The FFI GIIN List Update (Lists from June 1, 2014 through June 1, 2015)
On 1 June 2015 the IRS published its thirteenth FATCA GIIN list of “approved FFIs” (a list of the financial firms that have registered on the IRS FATCA portal). Total approved FFIs reached 165,461, and increase of only 2,851 during the month of May. This FATCA registration trend since January has been described as lethargic, with April’s increase just 2,600 additional firms joining, 3,734 additional during March, and 2,479 in February. But when compared to what was forecast by the IRS, by industry, and by the UK, it’s a troubling low figure.
In its FATCA FAQs, the IRS suggested a 500,000 potential FFI registration figure. Many industry stakeholders suggested that 800,000 – 900,000 firms fall under the expansive definition of financial institution.
Given the broad definition of a financial institution that must register for a GIIN, the UK HMRC estimated that, even with its IGA and its accompanying local regulations, 75,000 UK entities probably are impacted. Yet, only the UK GIIN population is only 23,256.
If the UK HMRC is correct that 75,000 entities are impacted in the UK, then extrapolated among other large and sophisticated financial service economies like Japan, China, India, and Germany, the IRS estimate of 500,000 may be low.
90 countries and dependencies have entered into a FATCA IGA with the U.S. based on Model 1A (reciprocal), or are awaiting local ratification, accounting for 100,190 of the registrations. A further eight countries signed a Model 1B (non-reciprocal), accounting for a further 39,564 GIINs. A final 14 countries signed a Model 2 version IGA, adding 18,458 FFI registrations covered by an IGA. Thus in total, 158,212, representing 96% of FFI registrations, are from the 112 IGA states and their dependencies.

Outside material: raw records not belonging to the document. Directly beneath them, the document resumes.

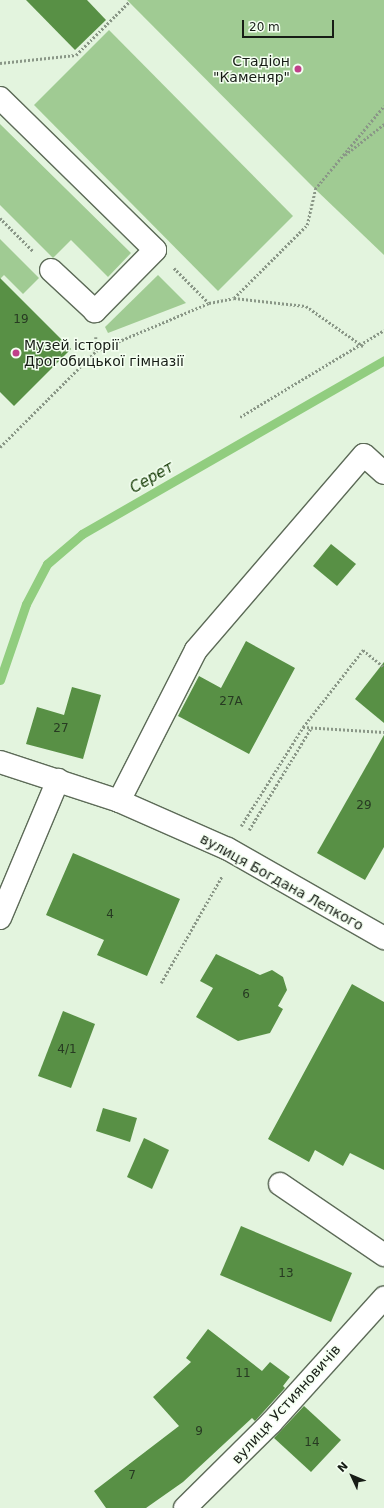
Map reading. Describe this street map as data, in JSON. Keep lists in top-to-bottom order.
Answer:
{
  "streets": {
    "street": ["вулиця Богдана Лепкого", "вулиця Устияновичів"]
  },
  "water": ["Серет"],
  "places": ["Стадіон \"Каменяр\"", "Музей історії Дрогобицької гімназії"],
  "house_numbers": [
    "19",
    "27А",
    "27",
    "29",
    "4",
    "6",
    "4/1",
    "13",
    "11",
    "9",
    "14",
    "7"
  ],
  "scale_bar": "20 m",
  "north": "top left"
}
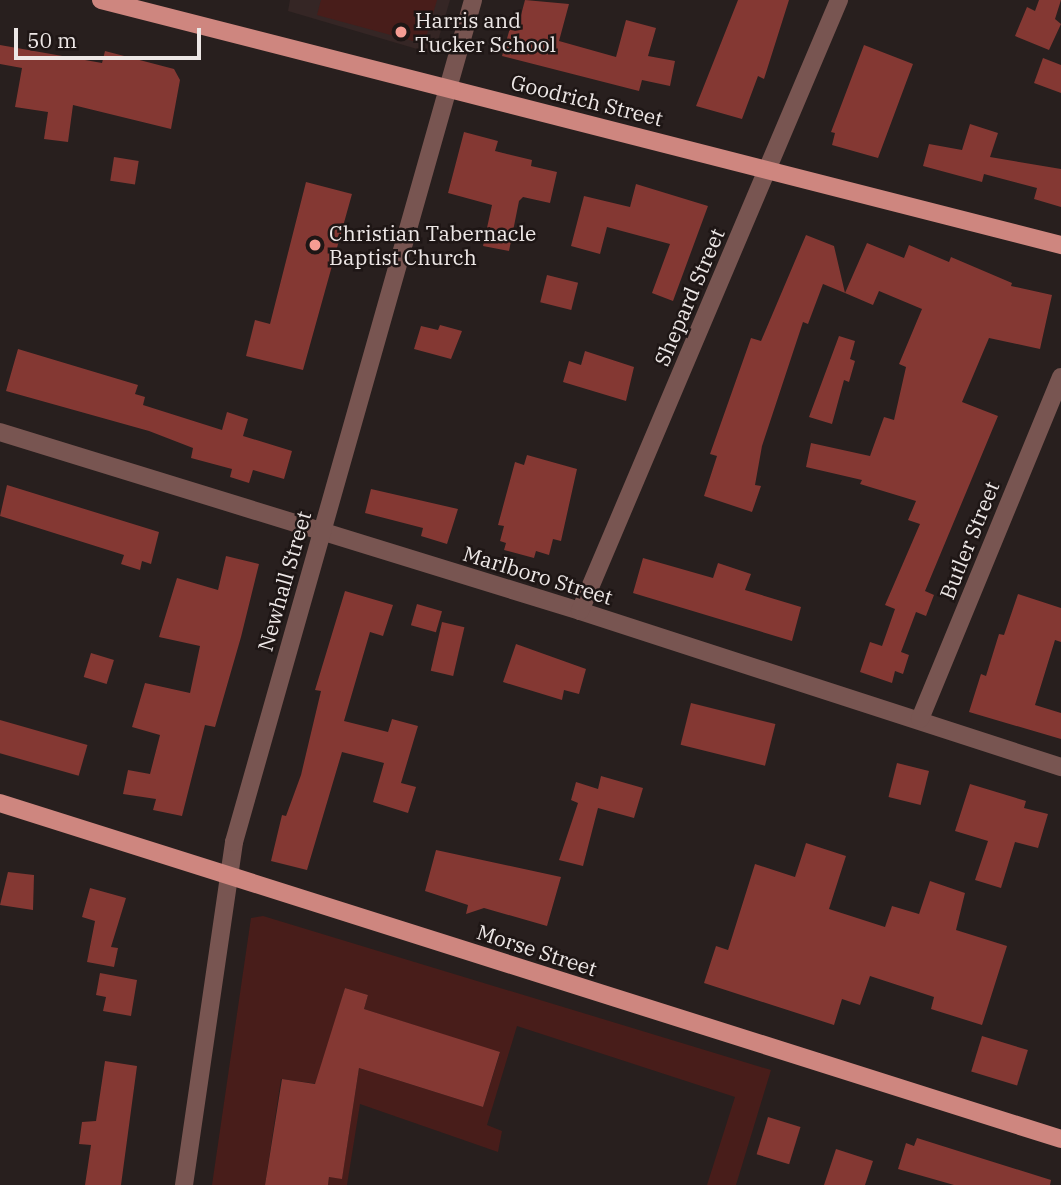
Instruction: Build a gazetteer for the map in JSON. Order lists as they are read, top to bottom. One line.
{"streets":{"main road":["Goodrich Street","Morse Street"],"street":["Shepard Street","Butler Street","Marlboro Street","Newhall Street"]},"crossings":[["Goodrich Street","Shepard Street"],["Goodrich Street","Newhall Street"],["Shepard Street","Marlboro Street"],["Butler Street","Marlboro Street"],["Marlboro Street","Newhall Street"],["Newhall Street","Morse Street"]],"places":["Harris and Tucker School","Christian Tabernacle Baptist Church"],"scale_bar":"50 m"}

The 131 countries and dependencies without an IGA have only registered 6,295 FFIs to date, a surprising low number given that the initial implementation of the 30% withholding for non-compliance with FATCA began 1 July 2014.
The UK and its ten dependencies and overseas territories comprised 74,694 of the GIINs, representing 45% of the total, or without the UK included, 49,898 for 30.6%. The 34 OECD members have produced 79,057 GIIN registrations.
Cayman remains the FFI registration global leader, with 30,868, throughout the entire FATCA registration process. Ironic that the EU Commission just black listed it last week.
The major financial industries of the four BRIC countries have only led to 8,254 FFI registrations, which is seen as a worrying point for FATCA acceptance among non-OECD states. BRIC registrations are now just dripping in, up from 8,186 in May, 8,060 in April and 7,962 in March.
OECD Common Reporting Standard signatories for the a multilateral competent authority agreement to automatically exchange information has reached 61. But a notable holdout of a signatory that has not yet actually ratified the agreement is the U.S. 88 countries and dependencies are signatories to the Multilateral Convention on Mutual Administrative Assistance in Tax Matters, the latest being Mauritius which signed June 23.
What is the Definition of Financial Institution?
The definition of ‘financial institution’ is very broad. Thus, entities and firms that may not traditionally (such as a banking enterprise or investment fund) be considered a financial institution are subject to FATCA registration and reporting – such as trust companies, certain insurance companies, holding companies, treasury centers. Moreover, the industry, especially the trust industry, is experiencing some confusion over which entities must register as an FFI, and which do not need to register, or are instead an NFFE.
FFIs are primarily banking and financial institutions, as well as certain investment entities, which are defined by FATCA and separated into three broad categories: (i) primarily traditional banks that accept deposits and perform related banking services in their ordinary course of business, (ii) entities a substantial part of the business of which involves holding financial assets for others, and (iii) entities engaged in the business of investing, reinvesting, and trading in securities, partnership interests, commodities, derivatives, and other passive financial assets.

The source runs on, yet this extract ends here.